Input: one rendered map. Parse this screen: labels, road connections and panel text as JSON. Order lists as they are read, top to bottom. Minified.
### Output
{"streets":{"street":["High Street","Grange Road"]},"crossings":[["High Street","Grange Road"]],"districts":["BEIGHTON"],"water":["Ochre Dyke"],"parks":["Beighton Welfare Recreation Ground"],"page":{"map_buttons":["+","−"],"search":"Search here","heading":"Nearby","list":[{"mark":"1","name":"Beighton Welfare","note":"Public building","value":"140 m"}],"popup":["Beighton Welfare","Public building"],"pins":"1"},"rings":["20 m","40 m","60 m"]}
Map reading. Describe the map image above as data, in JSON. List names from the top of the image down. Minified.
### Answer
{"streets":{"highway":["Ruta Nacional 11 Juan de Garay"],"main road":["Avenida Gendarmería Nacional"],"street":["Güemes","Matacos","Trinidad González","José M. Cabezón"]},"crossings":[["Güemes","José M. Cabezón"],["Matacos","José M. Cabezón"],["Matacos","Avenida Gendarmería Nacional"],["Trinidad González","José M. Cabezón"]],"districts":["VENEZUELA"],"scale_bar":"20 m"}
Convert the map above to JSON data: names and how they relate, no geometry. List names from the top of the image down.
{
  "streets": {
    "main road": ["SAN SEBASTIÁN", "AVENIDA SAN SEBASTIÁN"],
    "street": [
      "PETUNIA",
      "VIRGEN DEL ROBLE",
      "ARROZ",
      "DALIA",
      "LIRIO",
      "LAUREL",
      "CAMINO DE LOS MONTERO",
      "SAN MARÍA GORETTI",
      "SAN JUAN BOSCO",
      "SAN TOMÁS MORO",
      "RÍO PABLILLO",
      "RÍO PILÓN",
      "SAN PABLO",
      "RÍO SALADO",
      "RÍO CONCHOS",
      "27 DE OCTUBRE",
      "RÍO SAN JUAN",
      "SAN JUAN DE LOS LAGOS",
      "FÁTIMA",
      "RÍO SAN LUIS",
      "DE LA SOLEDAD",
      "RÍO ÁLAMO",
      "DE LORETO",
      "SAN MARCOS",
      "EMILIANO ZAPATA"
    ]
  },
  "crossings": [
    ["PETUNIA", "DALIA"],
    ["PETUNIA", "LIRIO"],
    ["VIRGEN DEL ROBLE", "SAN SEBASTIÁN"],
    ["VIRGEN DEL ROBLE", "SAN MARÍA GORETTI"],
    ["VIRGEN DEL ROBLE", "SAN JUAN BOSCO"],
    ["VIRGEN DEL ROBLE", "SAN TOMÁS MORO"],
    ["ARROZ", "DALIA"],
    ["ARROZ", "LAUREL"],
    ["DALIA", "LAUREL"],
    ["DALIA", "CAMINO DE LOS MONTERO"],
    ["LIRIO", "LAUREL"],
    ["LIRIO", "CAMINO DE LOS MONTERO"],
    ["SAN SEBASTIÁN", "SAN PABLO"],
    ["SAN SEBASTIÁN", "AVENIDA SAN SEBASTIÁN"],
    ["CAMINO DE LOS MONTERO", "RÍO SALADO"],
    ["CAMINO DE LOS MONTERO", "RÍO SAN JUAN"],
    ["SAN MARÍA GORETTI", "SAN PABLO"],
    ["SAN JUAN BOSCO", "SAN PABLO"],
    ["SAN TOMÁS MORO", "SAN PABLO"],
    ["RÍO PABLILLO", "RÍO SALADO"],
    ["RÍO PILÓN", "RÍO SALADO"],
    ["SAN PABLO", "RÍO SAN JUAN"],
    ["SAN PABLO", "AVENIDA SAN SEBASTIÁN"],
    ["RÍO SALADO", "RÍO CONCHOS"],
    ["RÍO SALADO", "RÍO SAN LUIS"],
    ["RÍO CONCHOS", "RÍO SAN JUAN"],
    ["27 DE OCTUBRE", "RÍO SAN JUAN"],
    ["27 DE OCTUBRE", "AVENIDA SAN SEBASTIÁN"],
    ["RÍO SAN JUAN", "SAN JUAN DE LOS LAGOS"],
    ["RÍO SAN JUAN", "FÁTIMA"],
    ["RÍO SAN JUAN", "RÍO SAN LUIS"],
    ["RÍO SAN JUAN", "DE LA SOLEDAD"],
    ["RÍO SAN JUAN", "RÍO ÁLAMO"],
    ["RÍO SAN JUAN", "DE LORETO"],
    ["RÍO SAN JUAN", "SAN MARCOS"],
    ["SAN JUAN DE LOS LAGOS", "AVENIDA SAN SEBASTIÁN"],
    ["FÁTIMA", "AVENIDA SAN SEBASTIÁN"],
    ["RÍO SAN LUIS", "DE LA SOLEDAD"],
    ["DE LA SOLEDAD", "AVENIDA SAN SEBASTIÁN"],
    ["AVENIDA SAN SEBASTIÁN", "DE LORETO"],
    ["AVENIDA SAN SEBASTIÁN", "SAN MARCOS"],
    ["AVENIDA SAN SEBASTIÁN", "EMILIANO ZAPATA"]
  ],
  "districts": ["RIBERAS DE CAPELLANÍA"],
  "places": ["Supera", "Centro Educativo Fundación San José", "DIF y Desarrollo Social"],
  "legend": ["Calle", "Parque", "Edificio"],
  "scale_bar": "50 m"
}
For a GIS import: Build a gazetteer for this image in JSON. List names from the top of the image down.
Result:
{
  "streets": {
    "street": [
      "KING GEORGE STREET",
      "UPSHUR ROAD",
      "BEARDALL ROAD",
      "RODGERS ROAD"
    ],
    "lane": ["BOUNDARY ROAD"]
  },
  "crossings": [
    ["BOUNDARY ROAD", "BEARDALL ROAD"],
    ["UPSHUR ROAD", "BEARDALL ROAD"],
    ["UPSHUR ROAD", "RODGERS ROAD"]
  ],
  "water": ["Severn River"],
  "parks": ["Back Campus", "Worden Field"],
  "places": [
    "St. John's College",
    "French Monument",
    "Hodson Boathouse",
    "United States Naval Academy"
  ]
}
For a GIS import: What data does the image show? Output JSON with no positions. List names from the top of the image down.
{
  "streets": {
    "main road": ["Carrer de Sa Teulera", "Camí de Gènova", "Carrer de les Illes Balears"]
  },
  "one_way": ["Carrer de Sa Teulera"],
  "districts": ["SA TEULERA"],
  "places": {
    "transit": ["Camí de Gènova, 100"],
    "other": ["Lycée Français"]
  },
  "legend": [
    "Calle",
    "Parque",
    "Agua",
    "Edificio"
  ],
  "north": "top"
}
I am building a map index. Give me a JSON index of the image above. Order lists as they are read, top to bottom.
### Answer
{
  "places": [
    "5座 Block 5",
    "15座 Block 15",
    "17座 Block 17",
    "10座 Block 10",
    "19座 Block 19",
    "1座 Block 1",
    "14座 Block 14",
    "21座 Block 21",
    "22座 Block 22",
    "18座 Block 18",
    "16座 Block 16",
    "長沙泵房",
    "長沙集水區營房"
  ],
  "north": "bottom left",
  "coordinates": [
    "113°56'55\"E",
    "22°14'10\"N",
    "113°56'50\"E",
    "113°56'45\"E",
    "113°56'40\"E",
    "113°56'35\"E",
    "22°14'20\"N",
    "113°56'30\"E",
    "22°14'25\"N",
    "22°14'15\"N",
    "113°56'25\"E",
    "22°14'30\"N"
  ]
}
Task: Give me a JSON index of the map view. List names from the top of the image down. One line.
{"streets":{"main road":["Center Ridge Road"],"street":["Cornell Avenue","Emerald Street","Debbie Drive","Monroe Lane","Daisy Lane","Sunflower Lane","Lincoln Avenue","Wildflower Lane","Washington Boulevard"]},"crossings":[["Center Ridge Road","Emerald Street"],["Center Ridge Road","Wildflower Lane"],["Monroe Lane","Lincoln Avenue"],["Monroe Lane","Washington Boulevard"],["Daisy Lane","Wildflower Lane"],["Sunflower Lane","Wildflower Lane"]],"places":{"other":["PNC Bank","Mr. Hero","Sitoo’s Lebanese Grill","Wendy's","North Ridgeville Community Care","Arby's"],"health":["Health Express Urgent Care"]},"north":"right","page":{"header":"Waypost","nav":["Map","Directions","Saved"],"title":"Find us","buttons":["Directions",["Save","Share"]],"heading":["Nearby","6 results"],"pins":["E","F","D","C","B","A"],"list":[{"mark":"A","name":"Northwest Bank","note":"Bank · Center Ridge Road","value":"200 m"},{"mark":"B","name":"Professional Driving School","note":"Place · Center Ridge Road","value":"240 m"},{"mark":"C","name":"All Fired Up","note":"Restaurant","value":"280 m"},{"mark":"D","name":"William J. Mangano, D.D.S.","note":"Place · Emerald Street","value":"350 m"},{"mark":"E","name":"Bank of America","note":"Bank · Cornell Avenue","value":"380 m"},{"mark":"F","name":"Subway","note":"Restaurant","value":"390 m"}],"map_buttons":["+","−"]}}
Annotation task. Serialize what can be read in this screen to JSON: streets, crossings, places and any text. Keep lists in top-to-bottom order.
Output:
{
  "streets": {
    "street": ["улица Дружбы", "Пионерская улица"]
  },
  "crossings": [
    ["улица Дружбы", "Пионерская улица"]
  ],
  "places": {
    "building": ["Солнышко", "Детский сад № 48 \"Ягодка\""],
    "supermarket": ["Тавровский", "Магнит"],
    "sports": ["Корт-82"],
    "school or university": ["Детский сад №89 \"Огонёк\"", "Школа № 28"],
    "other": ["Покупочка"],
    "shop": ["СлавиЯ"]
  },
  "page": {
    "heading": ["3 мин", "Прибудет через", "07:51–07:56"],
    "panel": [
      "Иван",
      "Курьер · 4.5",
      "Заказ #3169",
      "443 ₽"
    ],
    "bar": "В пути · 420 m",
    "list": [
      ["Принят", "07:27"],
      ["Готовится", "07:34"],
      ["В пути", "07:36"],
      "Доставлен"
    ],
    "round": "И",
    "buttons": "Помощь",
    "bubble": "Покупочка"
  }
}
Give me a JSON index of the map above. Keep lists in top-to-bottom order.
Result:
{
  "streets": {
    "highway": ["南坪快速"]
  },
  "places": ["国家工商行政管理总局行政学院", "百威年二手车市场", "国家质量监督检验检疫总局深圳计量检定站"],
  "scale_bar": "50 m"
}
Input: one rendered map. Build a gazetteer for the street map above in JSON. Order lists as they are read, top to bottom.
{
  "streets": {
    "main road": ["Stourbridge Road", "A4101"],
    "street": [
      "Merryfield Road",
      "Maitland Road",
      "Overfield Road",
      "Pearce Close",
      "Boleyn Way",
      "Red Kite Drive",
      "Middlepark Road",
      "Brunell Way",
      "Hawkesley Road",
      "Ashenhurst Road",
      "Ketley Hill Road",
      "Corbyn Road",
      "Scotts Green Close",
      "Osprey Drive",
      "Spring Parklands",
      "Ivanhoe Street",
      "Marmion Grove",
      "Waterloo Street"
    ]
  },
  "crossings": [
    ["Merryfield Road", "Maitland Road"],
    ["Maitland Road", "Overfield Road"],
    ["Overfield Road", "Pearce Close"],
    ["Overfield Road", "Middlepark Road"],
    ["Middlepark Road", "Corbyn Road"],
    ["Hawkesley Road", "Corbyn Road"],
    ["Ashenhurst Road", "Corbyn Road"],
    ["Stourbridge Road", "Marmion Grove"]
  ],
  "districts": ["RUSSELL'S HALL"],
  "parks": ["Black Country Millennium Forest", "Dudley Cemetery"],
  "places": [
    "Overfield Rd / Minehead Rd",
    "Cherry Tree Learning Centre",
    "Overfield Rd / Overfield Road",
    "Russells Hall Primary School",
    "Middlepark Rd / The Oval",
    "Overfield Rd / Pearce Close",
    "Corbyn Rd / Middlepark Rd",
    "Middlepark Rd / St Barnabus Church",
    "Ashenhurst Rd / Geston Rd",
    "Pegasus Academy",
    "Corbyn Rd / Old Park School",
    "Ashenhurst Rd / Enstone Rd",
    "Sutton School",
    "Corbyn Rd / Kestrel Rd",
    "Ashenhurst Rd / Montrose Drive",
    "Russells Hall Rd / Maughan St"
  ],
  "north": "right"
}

◆ **What you should do**: Lines after the one containing "Map reading. Describe" are not wanted; repeat exactly each line above from the first up to and including it.

◆ **Reply to the exercise**:
Input: one rendered map. Parse this screen: labels, road connections and panel text as JSON. Order lists as they are read, top to bottom. Minified.
### Output
{"streets":{"street":["High Street","Grange Road"]},"crossings":[["High Street","Grange Road"]],"districts":["BEIGHTON"],"water":["Ochre Dyke"],"parks":["Beighton Welfare Recreation Ground"],"page":{"map_buttons":["+","−"],"search":"Search here","heading":"Nearby","list":[{"mark":"1","name":"Beighton Welfare","note":"Public building","value":"140 m"}],"popup":["Beighton Welfare","Public building"],"pins":"1"},"rings":["20 m","40 m","60 m"]}
Map reading. Describe the map image above as data, in JSON. List names from the top of the image down. Minified.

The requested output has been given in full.